Andrea at Douglas Senior Services told us that Mrs. White, age 80, lives alone here in Douglasville and is showing signs of early Dementia and other medical issues.  Her daughter who lives a good distance away but visits weekly is greatly concerned and DSS has put Mrs. White on the home delivered meals list.  Could FIA help with her yard?  It sounded like a job for the Rangers and Rick Cali visited Mrs. White, who happened to be receiving a visit from her sister, who was “not buying our selfless service hokum,” as Rick puts it.  When Rick proudly told the sister he was a member of the Church at Chapel Hill, she responded, “you church people, you’re always working an angle.  I suppose you’ll invite me to come, and if I don’t like it, what then?” Mrs. White told Rick later how the church had broken her sister’s heart.  It’s a story we have heard too many times.  Mrs. White was grateful for the Rangers’ help but directed them at her neighbor, and when the team came out after Rick’s reconnaissance, in addition to serving Mrs. White they cut the neighbor’s grass, trimmed, and cut down a small tree.  The neighbor came outside, hands on hips and couldn’t believe that a group of boys had come to take care of the yard she could not maintain having just gotten home from the hospital.  The boys and men prayed for the neighbor, who praised God for the strength she received.

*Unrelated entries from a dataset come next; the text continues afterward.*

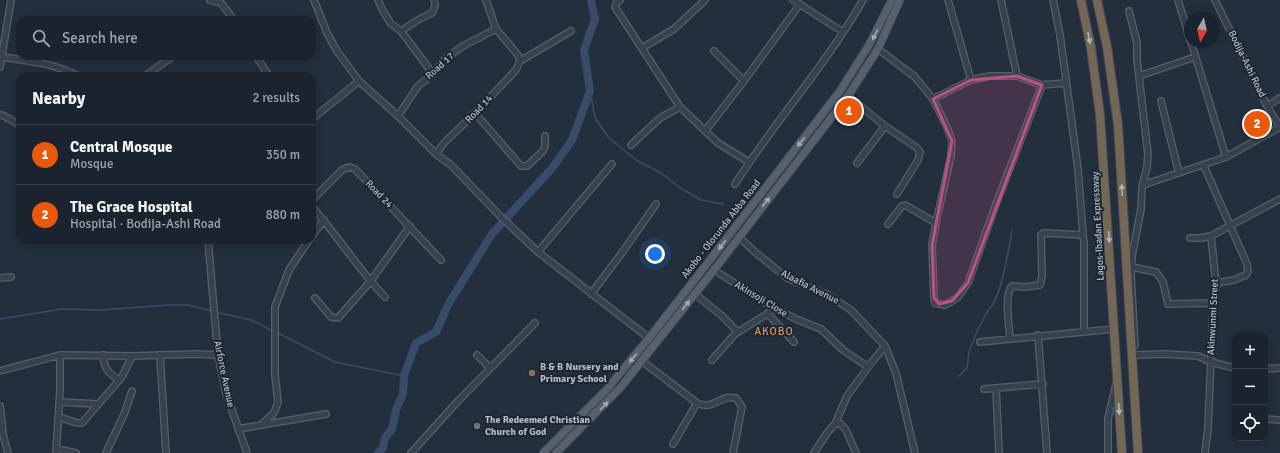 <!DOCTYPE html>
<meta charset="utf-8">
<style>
:root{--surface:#1b232e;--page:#242b36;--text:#f1f3f6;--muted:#a0a4aa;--line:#39404a;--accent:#ea580c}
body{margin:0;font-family:Signika,sans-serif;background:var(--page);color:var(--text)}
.controls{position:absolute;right:12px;bottom:12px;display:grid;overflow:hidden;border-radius:8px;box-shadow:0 2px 10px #0003}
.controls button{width:36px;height:36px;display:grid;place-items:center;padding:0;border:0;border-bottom:1px solid var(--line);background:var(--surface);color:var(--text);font:20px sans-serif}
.compass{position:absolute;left:1184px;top:12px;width:36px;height:36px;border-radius:50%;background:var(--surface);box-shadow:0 2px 10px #0003;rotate:188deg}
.you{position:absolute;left:655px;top:254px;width:14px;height:14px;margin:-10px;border:3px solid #fff;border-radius:50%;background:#1a73e8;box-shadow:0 0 0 6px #1a73e833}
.badge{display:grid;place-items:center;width:26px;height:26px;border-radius:50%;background:var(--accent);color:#fff;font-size:13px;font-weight:700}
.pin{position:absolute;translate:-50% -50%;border:2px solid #fff;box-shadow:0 1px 4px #0006}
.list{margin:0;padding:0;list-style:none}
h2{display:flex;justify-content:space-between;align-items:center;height:52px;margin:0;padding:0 16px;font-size:17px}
h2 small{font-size:13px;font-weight:400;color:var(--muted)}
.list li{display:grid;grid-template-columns:26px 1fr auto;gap:12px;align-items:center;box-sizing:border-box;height:60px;padding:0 16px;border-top:1px solid var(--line)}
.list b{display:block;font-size:15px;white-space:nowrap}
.list p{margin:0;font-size:13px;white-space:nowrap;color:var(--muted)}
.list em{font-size:13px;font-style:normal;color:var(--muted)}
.icon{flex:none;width:22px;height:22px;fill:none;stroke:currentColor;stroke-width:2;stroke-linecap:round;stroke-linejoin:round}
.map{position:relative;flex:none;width:1280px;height:453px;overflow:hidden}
.search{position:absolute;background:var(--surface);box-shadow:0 2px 10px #0003;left:16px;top:16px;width:300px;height:44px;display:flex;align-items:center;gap:10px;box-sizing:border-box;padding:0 14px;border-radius:12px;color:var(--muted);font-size:15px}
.panel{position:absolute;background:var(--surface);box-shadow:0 2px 10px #0003;left:16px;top:72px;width:300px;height:172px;border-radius:12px}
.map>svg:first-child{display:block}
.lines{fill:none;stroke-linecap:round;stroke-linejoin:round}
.stream{stroke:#394c67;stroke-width:1.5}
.river{stroke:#394c67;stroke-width:8}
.minor-casing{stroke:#565f6c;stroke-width:8}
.major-casing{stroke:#414a57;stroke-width:9}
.highway-casing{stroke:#434c59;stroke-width:10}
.minor{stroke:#38414e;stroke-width:5.5}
.major{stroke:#56606e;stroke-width:7}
.highway{stroke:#746855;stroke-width:8}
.oneway{fill:#a1aab7}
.oneway2{fill:#aeb4bd}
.marked{fill:#bd5182;fill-opacity:0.2;stroke:#bd5182;stroke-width:3;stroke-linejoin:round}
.education-dot{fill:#8d6e63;stroke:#1d2633;stroke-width:1.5}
.worship-dot{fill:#6b7280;stroke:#1d2633;stroke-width:1.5}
.labels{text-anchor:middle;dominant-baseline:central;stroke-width:4;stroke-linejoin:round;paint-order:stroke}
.street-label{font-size:10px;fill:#b4bcc9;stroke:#1d2633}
.poi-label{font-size:10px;font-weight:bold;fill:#b4bcc9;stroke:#1d2633;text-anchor:start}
.neighbourhood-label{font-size:11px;letter-spacing:1px;fill:#d59563;stroke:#1d2633}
</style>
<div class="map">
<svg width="1280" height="453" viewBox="0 0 1280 453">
<rect width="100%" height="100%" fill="#242f3e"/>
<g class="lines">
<path class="stream" d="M590,91L595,118L609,138L636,160L661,173L679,187L701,200L723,204
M216,312L251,320L273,331
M0,319L62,309L101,310L169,305H188L212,311
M276,332L335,362L404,376
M959,376L967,368L969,352L978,329L989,309C1001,300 1009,247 1012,231"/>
<path class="river" d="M378,453L383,448L385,438L392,429L396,410L403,394L404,376L416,343L436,332L449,303L492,234L553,167L572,140L590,91L584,50L595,19L591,0"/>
<g class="minor-casing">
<path id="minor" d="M210,0L221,3L234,20
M314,0L327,33L337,51L359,81L398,116L436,154L451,165L501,217L538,252L649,338
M378,0L382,9L391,24L401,31L433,74
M486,0L496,29L518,55L520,61
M620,0L617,2L615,7L680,107L718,143L749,162
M793,0L843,32
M948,0L971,80
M1001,0L1017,76
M1053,0L1060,35L1078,169L1083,235L1084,242V331
M1178,0L1190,40
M1215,0L1267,106L1280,127
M1129,11L1137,43V60L1148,154L1147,167L1142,187L1141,209L1132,256L1131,276L1135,345
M401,31L416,21L432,13L435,6L434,0
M1191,42L1226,157
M642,48L674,29L705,0
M878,49L915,77L933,99L947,127L952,141L951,156L936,223L932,245L934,298L935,303L939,304L945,305L952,301L958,297L968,283L996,204L1042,85
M714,51L744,81
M256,56L269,76
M2,57C28,61 54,63 78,76
M520,61L571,31
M0,67L11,0
M145,76L173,56
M1139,76L1195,57
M848,96L885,126L917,148L920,152L918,160L897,194
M933,99L971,80L990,76H1017L1042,85L1066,83
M1161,101L1179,173
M1267,106L1280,98
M475,113L521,166H527L543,151L545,146V136
M0,115L4,116L20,125
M398,116L418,86L433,74L445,59L463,46L496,29
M312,119L359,81
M705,131L744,81L800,4
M631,145L660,118L680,107
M436,154L444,143L475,113L516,70L520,61
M857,163L885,126
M1204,166L1247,264L1248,271L1246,275L1234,280L1216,283
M735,184C775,121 826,65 863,0
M1143,185L1226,157L1280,127
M312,200L342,170L349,167L355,169L441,260
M312,207C338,236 358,269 385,297
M888,224L902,206L905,205L936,223
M312,236L324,220
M739,237L755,252L787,278L828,295L851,310L885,346L896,373L915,453
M1190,238H1200L1211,236
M208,240L218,355L226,393L247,453
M538,252L612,164
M1132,267L1156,272L1163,282L1168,304L1214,303
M714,270L767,304L796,319L821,329L843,350L868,367
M0,278L11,277
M591,294L624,250L656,204
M695,294L721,315L738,332
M315,298L331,317L338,318L370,282L410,226
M768,314L794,342
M1038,335L1047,453
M1010,338C1009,327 1004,293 1012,286L1026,287L1040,285L1042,276L1041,235L1043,233L1083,235
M980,342L1114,329
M103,355C105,370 107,372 119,380
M160,355L166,453
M477,355L490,368
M1136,355L1165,354L1198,356L1211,362L1235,368
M712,360L735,334L775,309
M642,361L697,403C714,411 719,394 736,398L742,407L733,453
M1265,369L1280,368
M0,371L60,355L132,356L196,354L218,355
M996,388L999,453
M984,389L1043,384
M59,402L98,404
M0,406L3,434L8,453
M58,417C66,418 74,424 82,423L122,377L132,356
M1265,419L1280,420
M262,424L274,413L278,402L275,375V307L289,270L309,240
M835,424H841L846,430L856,453
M238,429L326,414
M673,444L697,403
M57,449L76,453
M56,453L60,390V355
M106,453L125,412L132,391
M411,453L458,401L535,323
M814,453L827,433L835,424L847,396L872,362L885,346
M1108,453V419L1116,384
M1205,453L1208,428L1213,312L1216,283L1211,236L1280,199"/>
</g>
<g class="major-casing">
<path id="major" d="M543,453L607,389L649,338L706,265L840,91L869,45L892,0
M556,453L621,387L714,270L848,96L878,49L900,0"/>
</g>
<g class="highway-casing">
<path id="highway" d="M1081,0L1091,48L1100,115L1122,453
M1097,0L1107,47L1118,125L1138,453"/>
</g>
<use href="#minor" class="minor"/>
<use href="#major" class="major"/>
<use href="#highway" class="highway"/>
</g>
<defs><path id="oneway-solid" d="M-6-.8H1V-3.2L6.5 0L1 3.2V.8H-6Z"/></defs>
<g class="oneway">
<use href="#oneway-solid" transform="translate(875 35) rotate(117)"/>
<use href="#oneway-solid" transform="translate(801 142) rotate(128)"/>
<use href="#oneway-solid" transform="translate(766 202) rotate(-52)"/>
<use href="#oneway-solid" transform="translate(722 245) rotate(127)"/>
<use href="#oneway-solid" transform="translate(686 305) rotate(-52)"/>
<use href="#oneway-solid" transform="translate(633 358) rotate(130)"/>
<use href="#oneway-solid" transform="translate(604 406) rotate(-46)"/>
</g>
<g class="oneway2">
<use href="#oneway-solid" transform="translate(1089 38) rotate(79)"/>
<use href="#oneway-solid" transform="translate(1122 190) rotate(-93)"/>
<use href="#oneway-solid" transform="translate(1109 237) rotate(86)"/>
<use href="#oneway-solid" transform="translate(1119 409) rotate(86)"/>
</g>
<path class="marked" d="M1017,76L1042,85L1036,101L968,283L952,301L939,304L934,298L932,245L952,141L933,99L971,80Z"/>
<circle class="education-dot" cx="532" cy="373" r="4"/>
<circle class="worship-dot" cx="477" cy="426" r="4"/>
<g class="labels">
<g class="street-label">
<text transform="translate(1247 64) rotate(64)">Bodija-Ashi Road</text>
<text transform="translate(440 66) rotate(-42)">Road 17</text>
<text transform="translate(479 109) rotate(-46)">Road 14</text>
<text transform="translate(379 194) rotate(46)">Road 24</text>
<text transform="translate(1098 226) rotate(-93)">Lagos-Ibadan Expressway</text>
<text transform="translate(721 229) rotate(-52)">Akobo - Olorunda Abba Road</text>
<text transform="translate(810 287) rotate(27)">Alaafia Avenue</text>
<text transform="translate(761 299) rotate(31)">Akinsoji Close</text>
<text transform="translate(1213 317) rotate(-87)">Akinwunmi Street</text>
<text transform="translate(224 374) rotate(78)">Airforce Avenue</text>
</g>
<g class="poi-label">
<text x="540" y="367">B &amp; B Nursery and<tspan x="540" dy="12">Primary School</tspan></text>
<text x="485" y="420">The Redeemed Christian<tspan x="485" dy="12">Church of God</tspan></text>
</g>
<g class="neighbourhood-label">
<text x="774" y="331">AKOBO</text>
</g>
</g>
</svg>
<div class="controls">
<button>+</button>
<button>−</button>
<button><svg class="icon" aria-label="locate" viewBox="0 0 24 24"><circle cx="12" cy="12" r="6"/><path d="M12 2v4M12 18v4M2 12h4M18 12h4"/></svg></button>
</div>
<svg class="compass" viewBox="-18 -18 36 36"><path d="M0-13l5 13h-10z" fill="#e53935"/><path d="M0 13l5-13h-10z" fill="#a0a4aa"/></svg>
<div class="you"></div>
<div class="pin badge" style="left:849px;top:111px">1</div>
<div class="pin badge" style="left:1257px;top:124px">2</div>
<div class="search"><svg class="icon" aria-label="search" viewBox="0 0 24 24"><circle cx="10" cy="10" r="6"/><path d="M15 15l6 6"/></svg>Search here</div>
<section class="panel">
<h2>Nearby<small>2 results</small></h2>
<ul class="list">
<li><span class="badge">1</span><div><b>Central Mosque</b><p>Mosque</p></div><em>350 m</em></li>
<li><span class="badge">2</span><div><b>The Grace Hospital</b><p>Hospital · Bodija-Ashi Road</p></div><em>880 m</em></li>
</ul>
</section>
</div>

On the return trip it just happened that Mrs. White’s sister was there to see the men and boys take care of the two yards and watch as prayer changed the neighbor’s return home from the hospital.  Rick knelt down beside her and said, “Do you think our lives would have been different if we had started serving people as children?” Mrs. White’s sister, for once, could not speak.  Then she said, “I’ve never known men like you.”

Rick and the boys understood that she was not seeing men, or boys; she was seeing God in them, making things grow.